Shares in the group were suspended in Hong Kong after the disappearance of Guo Guangchang, dubbed “China’s Warren Buffett”, Fosun said in a statement.
According to the Caijing business magazine, which initially reported his apparent arrest, he “returned home safely” following questioning. The company is developing drugs, consolidating businesses in China and targeting acquisitions overseas.
A string of top Chinese executives have mysteriously disappeared this year, as officials crack down on the financial sector, casting around for individuals to blame for the country’s summer stock market crash.
But the China Enterprises Index, which tracks Chinese companies listed in Hong Kong, gained 0.1 percent, to 9,315.91 points. His disappearance prompted Fosun, which has a market capitalisation of about $14 billion, to suspend trading in its shares on Friday.
In late November, the Hong Kong subsidiary of another major Chinese brokerage said its CEO, Yim Fung, had been missing since November 18, and appointed a replacement.

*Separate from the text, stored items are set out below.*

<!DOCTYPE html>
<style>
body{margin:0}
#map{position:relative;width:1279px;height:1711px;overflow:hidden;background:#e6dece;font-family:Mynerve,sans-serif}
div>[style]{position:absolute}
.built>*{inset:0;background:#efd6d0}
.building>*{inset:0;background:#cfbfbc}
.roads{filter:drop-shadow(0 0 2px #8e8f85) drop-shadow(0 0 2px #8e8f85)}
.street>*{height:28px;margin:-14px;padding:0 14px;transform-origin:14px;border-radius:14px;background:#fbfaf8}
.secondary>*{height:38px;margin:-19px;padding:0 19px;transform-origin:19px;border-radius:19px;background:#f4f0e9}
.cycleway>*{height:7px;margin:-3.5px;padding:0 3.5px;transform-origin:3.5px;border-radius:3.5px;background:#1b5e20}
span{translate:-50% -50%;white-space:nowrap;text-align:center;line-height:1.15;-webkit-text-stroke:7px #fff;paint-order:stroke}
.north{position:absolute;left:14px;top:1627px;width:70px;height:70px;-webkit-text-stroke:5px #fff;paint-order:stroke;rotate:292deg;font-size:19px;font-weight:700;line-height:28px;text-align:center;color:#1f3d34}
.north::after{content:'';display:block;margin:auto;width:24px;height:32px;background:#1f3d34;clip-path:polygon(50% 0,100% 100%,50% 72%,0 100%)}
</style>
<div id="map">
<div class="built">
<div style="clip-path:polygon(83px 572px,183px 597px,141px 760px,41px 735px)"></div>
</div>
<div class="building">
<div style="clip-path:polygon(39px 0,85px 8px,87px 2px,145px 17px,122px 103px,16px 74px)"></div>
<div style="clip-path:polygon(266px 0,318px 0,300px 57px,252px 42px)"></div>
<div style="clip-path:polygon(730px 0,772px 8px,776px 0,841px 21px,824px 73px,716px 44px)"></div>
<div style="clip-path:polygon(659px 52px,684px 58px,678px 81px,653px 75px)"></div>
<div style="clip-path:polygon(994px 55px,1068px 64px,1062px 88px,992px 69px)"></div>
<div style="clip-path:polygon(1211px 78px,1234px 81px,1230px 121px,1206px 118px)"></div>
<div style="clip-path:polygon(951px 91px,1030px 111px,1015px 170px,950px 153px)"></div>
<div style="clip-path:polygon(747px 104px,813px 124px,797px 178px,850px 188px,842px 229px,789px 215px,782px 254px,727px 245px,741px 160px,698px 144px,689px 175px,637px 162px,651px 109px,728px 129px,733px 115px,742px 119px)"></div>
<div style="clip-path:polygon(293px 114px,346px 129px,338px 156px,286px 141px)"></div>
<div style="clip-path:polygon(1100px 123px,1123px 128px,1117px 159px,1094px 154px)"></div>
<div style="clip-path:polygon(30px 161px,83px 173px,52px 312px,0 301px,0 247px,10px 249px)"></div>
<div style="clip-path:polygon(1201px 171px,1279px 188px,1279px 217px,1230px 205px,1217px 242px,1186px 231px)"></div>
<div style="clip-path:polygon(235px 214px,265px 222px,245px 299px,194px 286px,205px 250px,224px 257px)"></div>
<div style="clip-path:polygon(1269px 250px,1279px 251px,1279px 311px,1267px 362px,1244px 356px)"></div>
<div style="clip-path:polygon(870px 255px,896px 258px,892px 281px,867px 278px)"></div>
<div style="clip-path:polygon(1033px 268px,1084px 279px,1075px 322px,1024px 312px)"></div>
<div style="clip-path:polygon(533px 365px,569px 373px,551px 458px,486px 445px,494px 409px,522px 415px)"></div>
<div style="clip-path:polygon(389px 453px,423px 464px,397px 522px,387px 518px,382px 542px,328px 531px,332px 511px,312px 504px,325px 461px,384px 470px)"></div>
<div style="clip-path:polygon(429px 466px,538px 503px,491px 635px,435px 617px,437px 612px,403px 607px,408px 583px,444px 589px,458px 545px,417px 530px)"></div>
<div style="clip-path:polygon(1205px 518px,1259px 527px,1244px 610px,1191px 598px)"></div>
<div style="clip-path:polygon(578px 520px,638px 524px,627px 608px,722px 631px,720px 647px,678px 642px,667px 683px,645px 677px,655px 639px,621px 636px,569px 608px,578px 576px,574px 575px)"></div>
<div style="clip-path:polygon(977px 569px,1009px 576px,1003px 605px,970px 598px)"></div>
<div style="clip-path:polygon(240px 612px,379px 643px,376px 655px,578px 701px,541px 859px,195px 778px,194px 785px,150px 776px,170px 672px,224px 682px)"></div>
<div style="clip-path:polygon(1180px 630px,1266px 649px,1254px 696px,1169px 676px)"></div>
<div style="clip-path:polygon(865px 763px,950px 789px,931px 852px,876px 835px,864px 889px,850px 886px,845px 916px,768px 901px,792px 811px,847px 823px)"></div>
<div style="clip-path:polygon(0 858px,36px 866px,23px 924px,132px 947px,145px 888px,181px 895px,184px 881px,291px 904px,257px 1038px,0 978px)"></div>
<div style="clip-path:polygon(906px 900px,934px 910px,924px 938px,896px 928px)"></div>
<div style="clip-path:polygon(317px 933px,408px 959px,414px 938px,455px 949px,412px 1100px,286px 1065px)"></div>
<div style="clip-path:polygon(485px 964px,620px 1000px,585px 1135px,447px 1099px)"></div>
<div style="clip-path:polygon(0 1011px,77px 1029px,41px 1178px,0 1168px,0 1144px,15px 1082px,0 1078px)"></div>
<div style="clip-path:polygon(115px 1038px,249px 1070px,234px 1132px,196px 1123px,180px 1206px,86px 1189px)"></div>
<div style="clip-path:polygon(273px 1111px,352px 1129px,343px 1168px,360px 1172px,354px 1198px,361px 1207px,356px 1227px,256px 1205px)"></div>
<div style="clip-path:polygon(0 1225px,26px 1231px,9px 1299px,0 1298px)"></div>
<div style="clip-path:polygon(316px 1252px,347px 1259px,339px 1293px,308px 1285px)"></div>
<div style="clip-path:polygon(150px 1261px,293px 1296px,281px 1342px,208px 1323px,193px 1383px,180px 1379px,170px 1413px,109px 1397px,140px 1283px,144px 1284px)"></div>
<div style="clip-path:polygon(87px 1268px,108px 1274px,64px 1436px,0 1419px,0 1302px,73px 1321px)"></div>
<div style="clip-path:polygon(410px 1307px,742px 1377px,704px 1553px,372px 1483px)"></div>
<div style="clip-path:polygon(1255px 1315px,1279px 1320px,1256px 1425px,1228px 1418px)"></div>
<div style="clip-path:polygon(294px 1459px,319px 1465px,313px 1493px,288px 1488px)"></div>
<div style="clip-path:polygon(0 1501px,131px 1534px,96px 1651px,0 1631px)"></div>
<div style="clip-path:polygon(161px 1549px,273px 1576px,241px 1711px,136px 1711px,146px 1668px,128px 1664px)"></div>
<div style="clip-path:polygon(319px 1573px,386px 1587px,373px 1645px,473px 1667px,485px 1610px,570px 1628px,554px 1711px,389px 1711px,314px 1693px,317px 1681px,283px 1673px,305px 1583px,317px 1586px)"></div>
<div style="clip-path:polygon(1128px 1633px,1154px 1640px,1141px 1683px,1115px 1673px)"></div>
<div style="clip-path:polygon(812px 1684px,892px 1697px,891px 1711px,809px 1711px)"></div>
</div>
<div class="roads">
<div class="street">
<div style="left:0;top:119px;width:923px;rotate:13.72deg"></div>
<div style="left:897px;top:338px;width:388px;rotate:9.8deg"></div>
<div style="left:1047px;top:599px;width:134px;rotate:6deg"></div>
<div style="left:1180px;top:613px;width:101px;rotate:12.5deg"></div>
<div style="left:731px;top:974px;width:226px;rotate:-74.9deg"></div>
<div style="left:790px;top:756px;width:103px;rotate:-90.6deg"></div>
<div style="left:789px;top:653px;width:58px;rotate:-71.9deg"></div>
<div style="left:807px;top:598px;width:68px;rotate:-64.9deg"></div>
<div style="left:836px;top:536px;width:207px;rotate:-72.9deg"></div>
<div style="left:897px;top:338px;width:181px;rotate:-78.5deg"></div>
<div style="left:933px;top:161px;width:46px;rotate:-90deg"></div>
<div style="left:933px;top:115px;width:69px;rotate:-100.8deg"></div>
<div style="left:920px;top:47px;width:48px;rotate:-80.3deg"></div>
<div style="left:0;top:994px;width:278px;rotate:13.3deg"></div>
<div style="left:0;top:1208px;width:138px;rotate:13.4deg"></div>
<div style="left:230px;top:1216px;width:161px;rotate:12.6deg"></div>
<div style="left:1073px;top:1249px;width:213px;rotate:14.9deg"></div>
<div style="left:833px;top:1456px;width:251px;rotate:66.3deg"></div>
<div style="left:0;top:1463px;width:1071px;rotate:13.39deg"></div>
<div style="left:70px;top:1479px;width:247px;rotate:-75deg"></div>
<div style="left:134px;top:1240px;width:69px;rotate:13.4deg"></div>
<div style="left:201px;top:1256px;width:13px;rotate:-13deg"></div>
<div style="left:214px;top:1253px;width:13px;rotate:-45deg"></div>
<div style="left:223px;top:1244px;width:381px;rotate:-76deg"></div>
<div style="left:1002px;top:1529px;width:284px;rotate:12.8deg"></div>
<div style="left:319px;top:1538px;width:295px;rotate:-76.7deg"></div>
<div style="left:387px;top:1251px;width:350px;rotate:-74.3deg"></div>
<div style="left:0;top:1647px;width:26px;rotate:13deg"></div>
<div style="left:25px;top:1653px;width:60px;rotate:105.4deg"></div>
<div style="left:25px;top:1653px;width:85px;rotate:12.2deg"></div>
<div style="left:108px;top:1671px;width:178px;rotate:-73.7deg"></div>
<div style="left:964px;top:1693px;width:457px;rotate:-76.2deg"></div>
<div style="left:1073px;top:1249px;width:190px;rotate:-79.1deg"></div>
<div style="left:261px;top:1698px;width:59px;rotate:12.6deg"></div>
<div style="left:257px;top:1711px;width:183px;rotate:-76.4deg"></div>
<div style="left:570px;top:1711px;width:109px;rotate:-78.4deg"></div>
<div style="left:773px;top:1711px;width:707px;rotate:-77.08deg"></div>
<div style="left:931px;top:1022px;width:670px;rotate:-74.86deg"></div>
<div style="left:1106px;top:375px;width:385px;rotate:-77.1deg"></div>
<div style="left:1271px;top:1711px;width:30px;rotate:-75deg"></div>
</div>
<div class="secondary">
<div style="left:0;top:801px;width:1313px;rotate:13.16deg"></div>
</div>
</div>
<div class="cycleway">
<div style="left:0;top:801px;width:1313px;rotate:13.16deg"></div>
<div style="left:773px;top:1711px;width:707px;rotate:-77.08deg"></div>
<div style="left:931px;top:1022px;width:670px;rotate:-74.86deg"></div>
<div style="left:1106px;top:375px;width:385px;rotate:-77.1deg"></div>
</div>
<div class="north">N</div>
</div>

Chief executive Liang Xinjun said Guo was helping police in Shanghai and said that he was now assisting with an investigation and not the subject of it. He did not give further details about the nature of the probe. It has interests spanning media, insurance, real estate and retail. They will also make efforts to build up a global platform in a more organized way.
Mr Guo has a net worth of 7.8 billion dollars (£5.1 billion), according to the Hurun Report, which follows China’s wealthy.
Thomson Reuters data shows it owed US$15 billion at the end of June, more than its current market value of US$13.2 billion.